Stored data entries:
-- Opening Marker --

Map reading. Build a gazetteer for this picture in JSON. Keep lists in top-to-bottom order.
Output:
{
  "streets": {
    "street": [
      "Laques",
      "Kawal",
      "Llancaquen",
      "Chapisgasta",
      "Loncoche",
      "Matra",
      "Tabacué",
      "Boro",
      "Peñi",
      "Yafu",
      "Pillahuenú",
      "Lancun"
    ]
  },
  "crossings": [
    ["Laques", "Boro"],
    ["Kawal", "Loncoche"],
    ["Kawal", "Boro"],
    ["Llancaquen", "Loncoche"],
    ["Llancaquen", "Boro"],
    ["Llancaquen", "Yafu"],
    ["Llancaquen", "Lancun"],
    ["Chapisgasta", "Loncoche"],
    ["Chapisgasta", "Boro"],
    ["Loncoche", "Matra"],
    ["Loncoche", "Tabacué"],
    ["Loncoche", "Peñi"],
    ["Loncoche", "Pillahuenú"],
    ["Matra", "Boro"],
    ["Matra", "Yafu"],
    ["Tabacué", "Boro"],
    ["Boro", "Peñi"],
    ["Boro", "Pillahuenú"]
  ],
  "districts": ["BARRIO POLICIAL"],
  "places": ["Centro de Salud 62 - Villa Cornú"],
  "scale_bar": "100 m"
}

-- Closing Marker --

# Problem to work on:
Keeping every word and mark as it is, print the entries above.

# Task response:
Map reading. Build a gazetteer for this picture in JSON. Keep lists in top-to-bottom order.
Output:
{
  "streets": {
    "street": [
      "Laques",
      "Kawal",
      "Llancaquen",
      "Chapisgasta",
      "Loncoche",
      "Matra",
      "Tabacué",
      "Boro",
      "Peñi",
      "Yafu",
      "Pillahuenú",
      "Lancun"
    ]
  },
  "crossings": [
    ["Laques", "Boro"],
    ["Kawal", "Loncoche"],
    ["Kawal", "Boro"],
    ["Llancaquen", "Loncoche"],
    ["Llancaquen", "Boro"],
    ["Llancaquen", "Yafu"],
    ["Llancaquen", "Lancun"],
    ["Chapisgasta", "Loncoche"],
    ["Chapisgasta", "Boro"],
    ["Loncoche", "Matra"],
    ["Loncoche", "Tabacué"],
    ["Loncoche", "Peñi"],
    ["Loncoche", "Pillahuenú"],
    ["Matra", "Boro"],
    ["Matra", "Yafu"],
    ["Tabacué", "Boro"],
    ["Boro", "Peñi"],
    ["Boro", "Pillahuenú"]
  ],
  "districts": ["BARRIO POLICIAL"],
  "places": ["Centro de Salud 62 - Villa Cornú"],
  "scale_bar": "100 m"
}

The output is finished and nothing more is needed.